##### MATERIAL PROVIDED #####

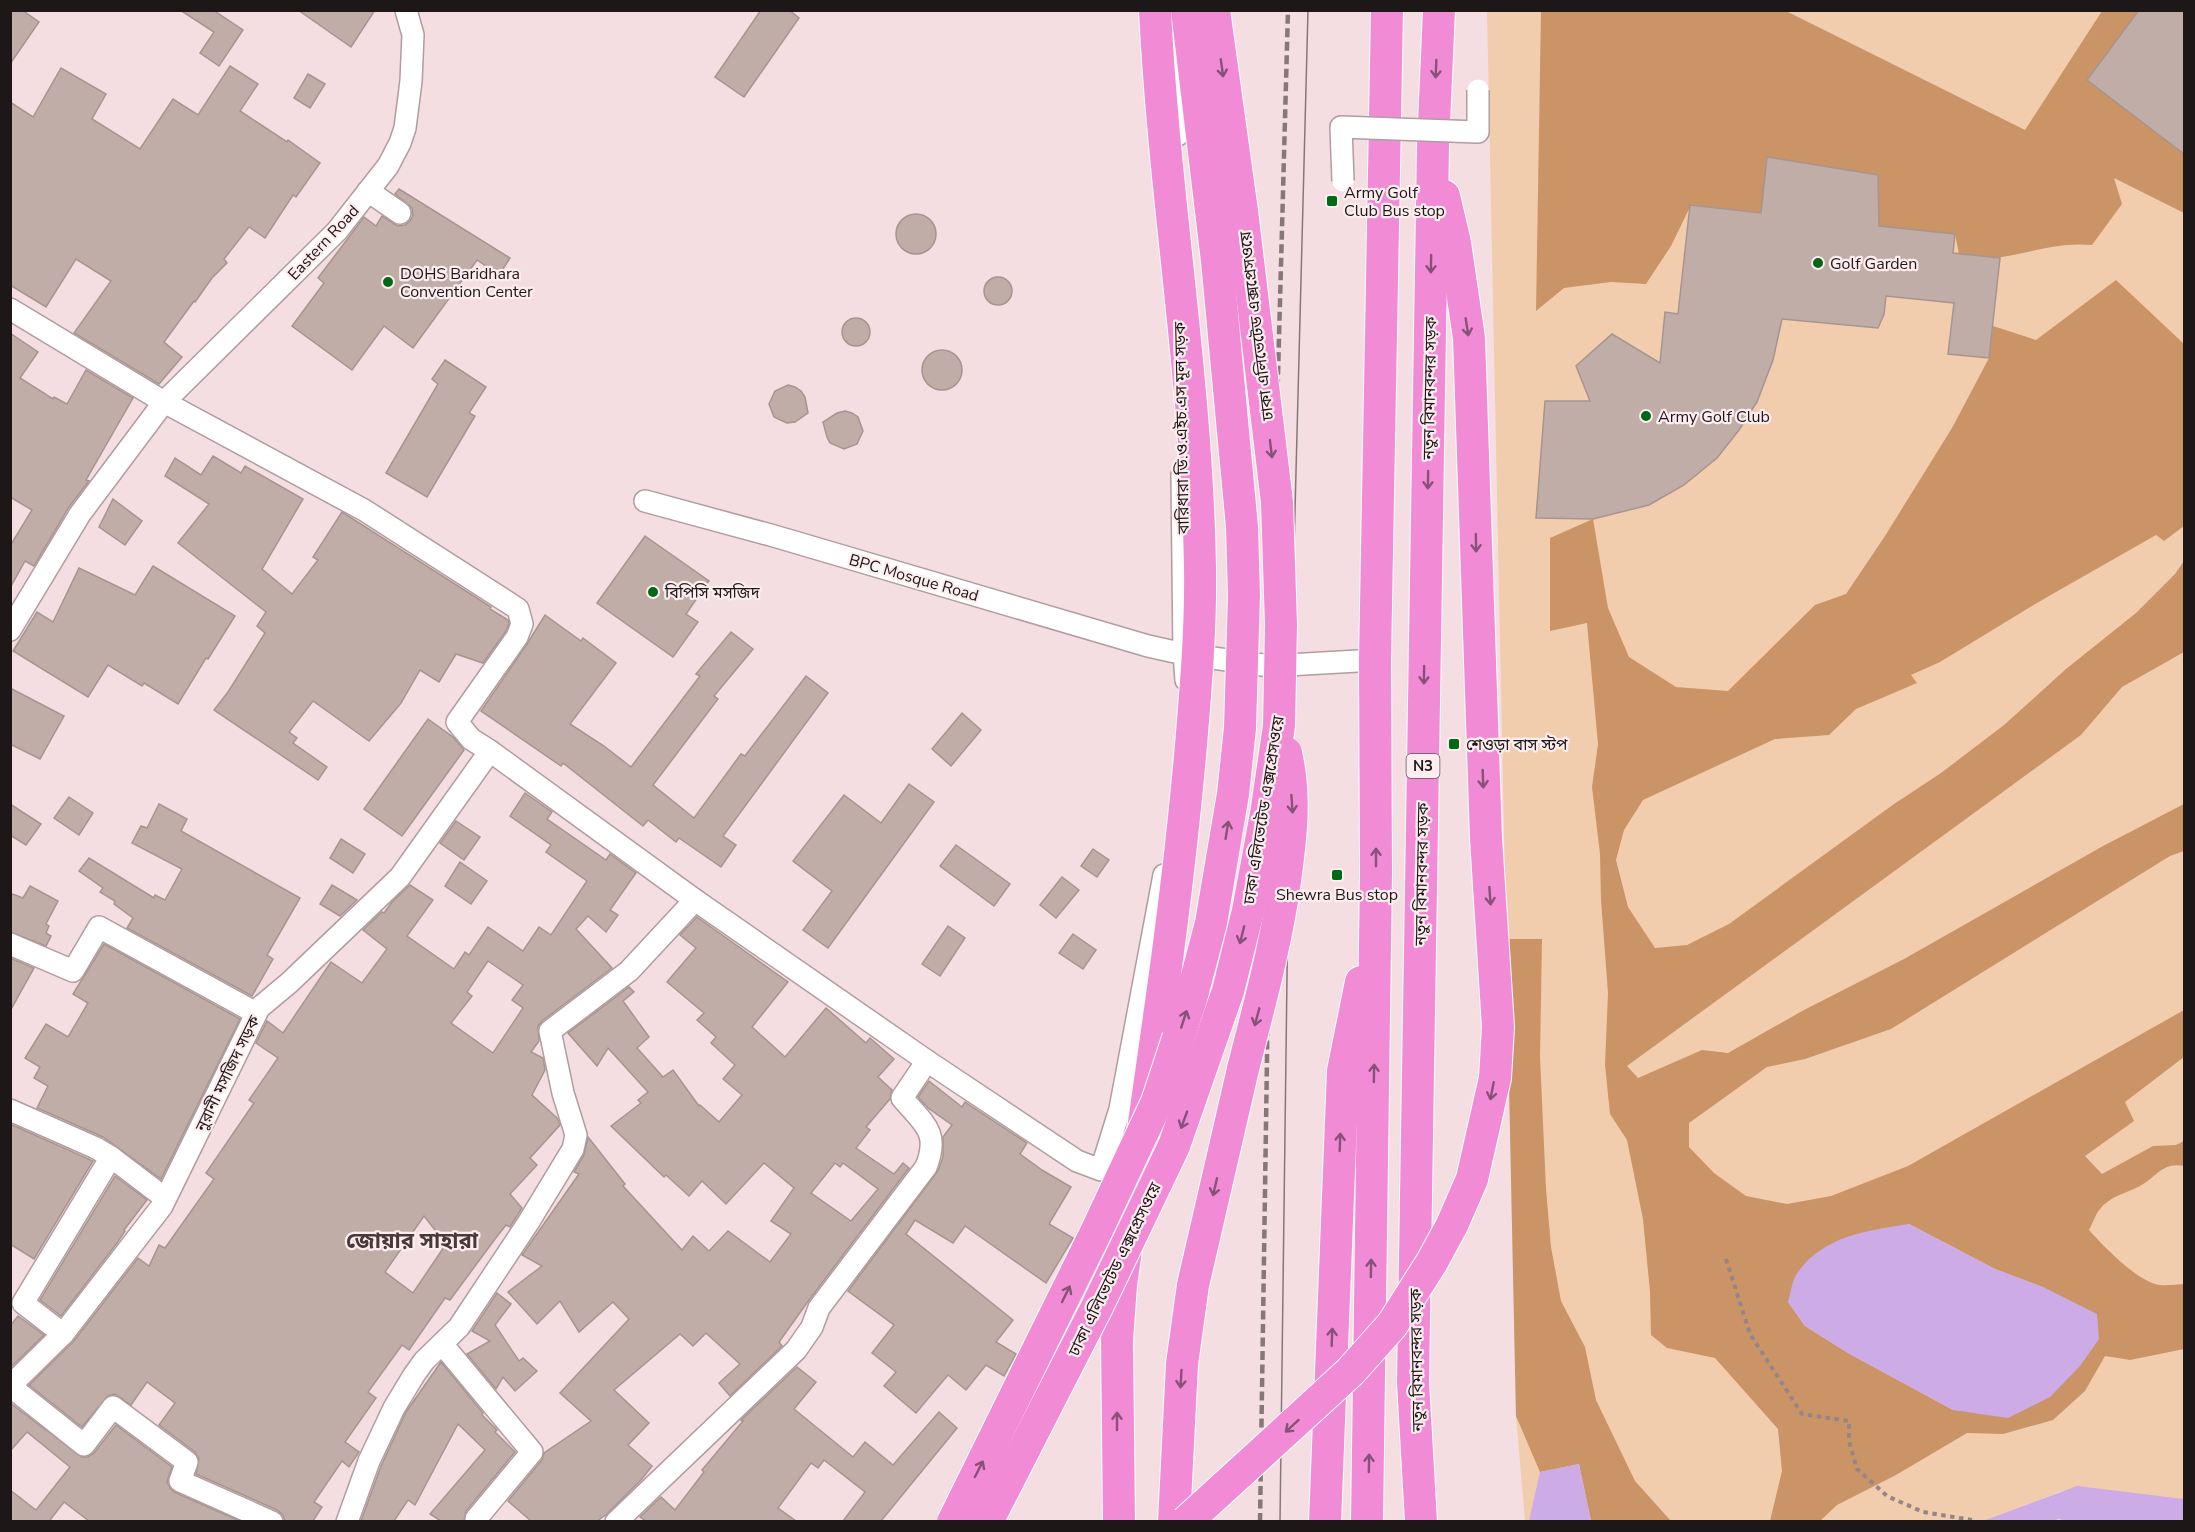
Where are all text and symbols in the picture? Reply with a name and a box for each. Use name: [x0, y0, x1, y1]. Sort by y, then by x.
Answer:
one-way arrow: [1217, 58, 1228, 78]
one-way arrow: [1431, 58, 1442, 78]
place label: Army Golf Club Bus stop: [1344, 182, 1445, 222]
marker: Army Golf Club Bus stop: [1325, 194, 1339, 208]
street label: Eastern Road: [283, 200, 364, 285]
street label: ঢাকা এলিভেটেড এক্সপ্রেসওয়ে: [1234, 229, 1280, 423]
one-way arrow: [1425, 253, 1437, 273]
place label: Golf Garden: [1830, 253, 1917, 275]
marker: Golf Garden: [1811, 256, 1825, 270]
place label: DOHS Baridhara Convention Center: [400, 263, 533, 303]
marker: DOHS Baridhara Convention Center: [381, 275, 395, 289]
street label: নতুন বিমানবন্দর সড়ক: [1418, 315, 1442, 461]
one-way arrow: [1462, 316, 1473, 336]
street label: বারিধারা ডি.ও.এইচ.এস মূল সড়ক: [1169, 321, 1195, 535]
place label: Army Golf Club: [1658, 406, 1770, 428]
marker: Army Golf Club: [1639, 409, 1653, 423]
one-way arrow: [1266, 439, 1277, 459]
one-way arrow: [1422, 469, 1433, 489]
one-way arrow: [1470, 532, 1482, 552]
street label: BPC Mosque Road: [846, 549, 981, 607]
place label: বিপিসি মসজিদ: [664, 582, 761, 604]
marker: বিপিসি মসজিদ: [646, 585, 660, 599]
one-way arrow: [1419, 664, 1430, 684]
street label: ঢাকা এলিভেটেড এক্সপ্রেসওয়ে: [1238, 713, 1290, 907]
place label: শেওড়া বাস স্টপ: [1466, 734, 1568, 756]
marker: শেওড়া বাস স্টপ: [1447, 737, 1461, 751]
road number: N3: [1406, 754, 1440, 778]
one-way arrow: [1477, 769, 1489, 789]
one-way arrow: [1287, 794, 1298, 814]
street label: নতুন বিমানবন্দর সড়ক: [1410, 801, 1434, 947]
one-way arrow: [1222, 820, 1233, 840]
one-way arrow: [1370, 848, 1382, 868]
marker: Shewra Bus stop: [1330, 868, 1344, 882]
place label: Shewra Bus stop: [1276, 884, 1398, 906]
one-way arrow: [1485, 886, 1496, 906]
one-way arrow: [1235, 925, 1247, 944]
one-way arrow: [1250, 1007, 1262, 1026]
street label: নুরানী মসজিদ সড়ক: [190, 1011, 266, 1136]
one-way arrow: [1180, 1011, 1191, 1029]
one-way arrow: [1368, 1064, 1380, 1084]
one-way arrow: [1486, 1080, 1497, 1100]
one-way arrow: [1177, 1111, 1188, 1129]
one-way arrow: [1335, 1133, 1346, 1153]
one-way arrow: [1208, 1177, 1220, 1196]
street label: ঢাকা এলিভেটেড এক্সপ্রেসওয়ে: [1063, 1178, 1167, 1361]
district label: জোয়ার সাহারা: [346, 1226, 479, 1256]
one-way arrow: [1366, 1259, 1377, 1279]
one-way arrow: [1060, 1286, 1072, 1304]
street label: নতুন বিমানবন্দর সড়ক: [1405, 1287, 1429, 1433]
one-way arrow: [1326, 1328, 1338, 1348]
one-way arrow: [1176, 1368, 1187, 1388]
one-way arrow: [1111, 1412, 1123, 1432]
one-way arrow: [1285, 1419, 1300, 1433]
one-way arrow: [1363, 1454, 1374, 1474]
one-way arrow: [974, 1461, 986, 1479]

#####
##### MATERIAL PROVIDED #####

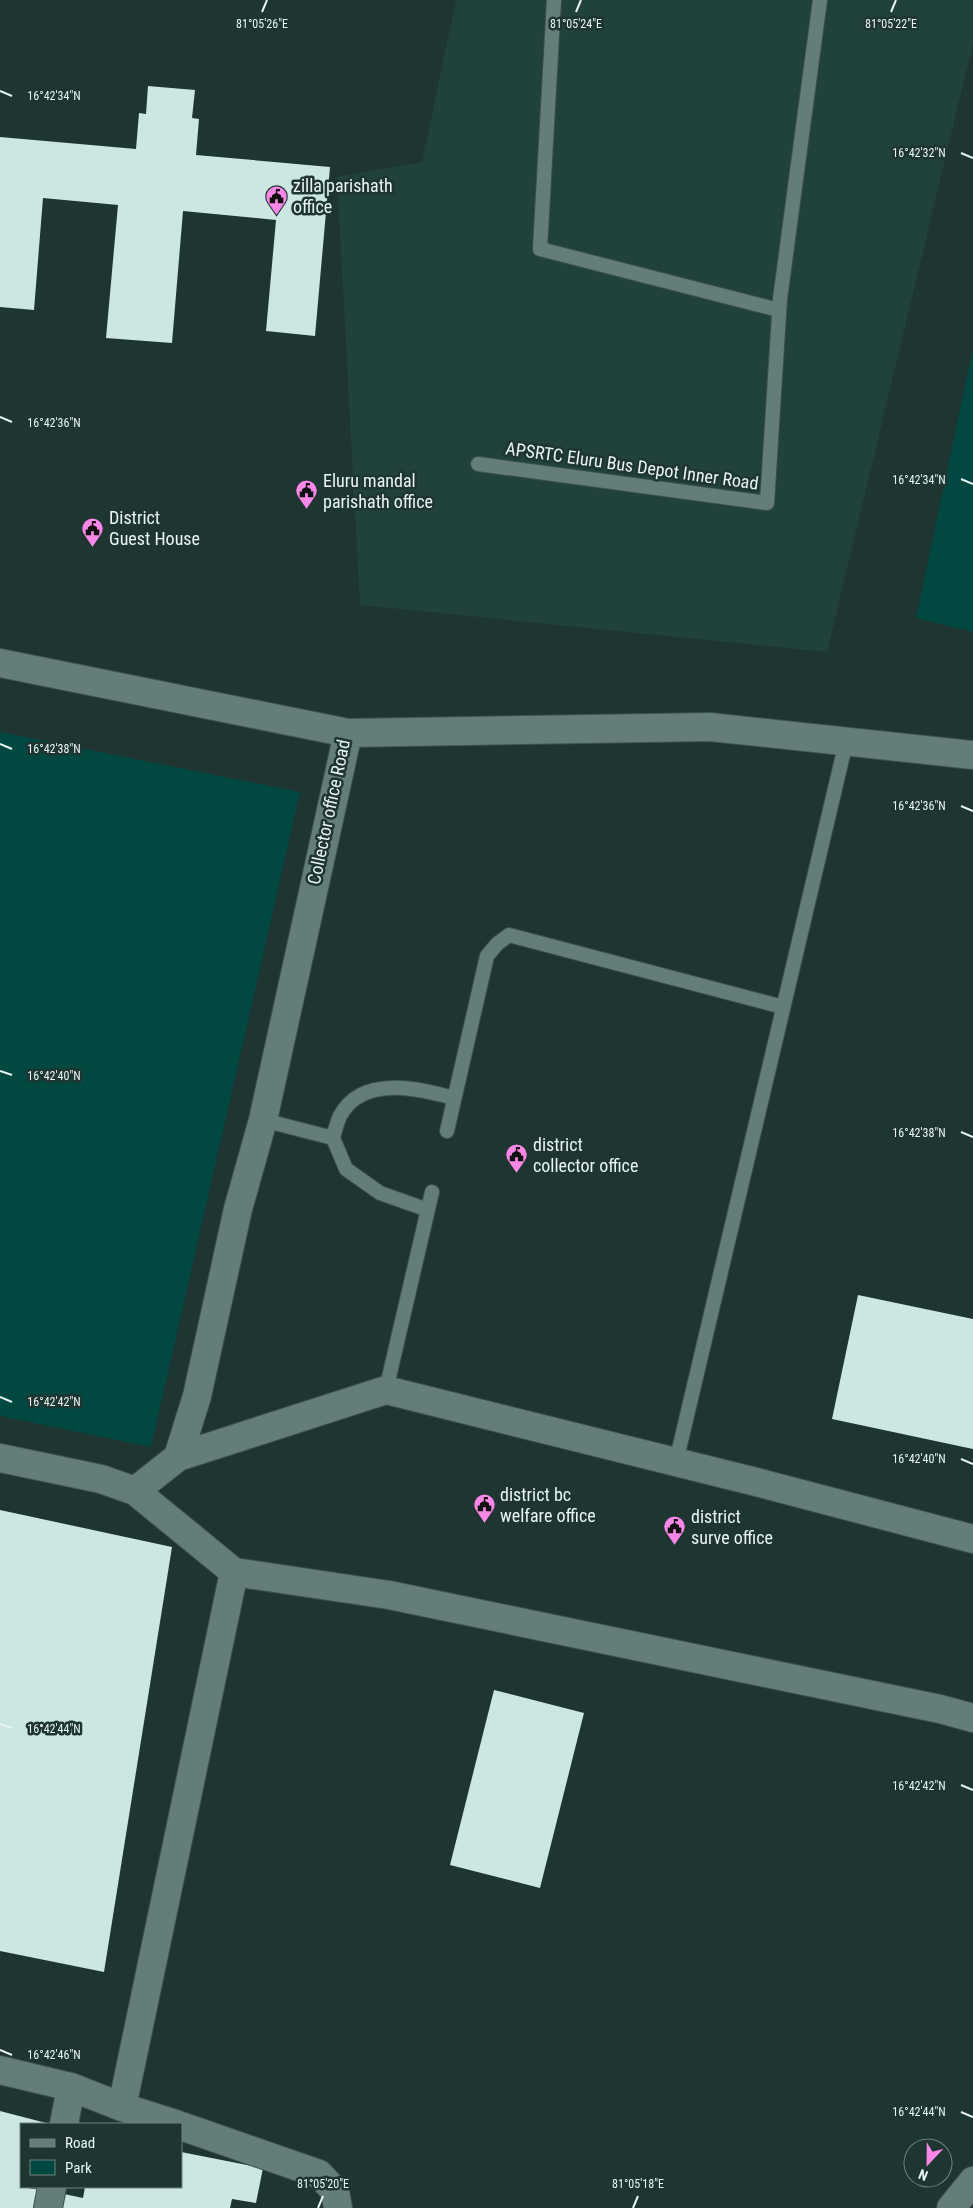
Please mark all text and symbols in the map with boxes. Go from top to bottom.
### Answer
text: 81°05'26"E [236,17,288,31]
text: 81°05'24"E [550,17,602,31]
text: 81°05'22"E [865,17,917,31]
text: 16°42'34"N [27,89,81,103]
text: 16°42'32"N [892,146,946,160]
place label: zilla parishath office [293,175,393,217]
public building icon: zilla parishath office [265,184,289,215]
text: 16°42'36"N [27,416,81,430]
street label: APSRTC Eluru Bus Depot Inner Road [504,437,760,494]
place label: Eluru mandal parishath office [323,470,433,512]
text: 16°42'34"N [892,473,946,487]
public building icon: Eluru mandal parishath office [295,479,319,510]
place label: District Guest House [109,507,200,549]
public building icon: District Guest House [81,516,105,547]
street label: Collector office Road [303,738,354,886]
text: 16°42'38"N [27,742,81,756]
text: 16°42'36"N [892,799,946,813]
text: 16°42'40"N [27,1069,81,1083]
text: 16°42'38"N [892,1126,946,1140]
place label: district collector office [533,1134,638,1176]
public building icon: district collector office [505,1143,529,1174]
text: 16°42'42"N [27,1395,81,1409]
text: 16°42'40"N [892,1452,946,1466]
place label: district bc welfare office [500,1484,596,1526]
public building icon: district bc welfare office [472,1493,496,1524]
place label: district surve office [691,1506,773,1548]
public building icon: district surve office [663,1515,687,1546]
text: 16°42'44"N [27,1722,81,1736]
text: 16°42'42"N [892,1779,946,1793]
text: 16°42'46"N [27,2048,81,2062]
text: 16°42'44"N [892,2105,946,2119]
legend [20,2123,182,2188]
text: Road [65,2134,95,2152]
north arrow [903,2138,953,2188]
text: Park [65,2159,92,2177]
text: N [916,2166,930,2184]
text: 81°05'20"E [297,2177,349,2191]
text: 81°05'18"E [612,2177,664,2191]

#####
##### MATERIAL PROVIDED #####

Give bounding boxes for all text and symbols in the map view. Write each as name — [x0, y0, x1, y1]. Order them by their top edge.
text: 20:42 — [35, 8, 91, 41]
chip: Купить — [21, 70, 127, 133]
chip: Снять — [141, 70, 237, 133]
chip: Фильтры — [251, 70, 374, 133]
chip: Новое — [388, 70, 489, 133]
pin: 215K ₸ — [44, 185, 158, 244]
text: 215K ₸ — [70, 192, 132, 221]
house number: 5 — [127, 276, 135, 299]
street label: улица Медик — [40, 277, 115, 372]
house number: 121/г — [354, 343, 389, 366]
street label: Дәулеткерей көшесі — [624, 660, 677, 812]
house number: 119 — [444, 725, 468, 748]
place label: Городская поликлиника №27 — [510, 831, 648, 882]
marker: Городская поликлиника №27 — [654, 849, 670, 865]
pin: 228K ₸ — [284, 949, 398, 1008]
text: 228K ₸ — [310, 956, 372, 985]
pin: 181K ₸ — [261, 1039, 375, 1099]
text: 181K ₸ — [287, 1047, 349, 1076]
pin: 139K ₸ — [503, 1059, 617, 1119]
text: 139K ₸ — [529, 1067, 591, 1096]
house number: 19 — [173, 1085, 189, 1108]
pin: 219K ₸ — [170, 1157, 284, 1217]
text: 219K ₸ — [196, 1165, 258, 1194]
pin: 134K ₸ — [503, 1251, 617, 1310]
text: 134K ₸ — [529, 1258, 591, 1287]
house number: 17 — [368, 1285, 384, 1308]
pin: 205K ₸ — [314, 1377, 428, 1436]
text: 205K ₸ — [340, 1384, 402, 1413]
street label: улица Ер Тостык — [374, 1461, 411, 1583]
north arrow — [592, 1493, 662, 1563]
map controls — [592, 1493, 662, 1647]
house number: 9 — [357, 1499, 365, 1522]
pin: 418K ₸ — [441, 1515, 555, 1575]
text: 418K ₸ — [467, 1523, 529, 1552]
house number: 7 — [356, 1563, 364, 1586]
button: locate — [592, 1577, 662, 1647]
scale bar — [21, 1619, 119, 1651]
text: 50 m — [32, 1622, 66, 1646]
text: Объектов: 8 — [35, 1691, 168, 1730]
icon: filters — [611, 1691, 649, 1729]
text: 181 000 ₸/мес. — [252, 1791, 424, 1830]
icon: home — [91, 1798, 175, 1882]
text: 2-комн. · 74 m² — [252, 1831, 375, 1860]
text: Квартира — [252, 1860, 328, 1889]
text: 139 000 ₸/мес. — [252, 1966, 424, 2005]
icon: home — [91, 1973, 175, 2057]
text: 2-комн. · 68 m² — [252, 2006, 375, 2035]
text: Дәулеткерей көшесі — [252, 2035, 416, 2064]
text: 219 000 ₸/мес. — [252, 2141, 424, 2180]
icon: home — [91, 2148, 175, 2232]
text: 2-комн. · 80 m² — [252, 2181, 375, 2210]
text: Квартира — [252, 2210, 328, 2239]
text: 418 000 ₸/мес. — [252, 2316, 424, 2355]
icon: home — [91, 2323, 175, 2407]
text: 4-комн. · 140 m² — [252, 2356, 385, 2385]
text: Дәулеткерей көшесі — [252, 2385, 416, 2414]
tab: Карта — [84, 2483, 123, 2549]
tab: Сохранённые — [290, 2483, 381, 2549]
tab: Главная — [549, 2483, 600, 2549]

#####

- TASK REQUIREMENTS -
Considering only the data above, return the lines in which "name" occurs.

- ANSWER AREA -
Where are all text and symbols in the picture? Reply with a name and a box for each. Use name: [x0, y0, x1, y1]. Sort by y, then by x.
Give bounding boxes for all text and symbols in the map view. Write each as name — [x0, y0, x1, y1]. Order them by their top edge.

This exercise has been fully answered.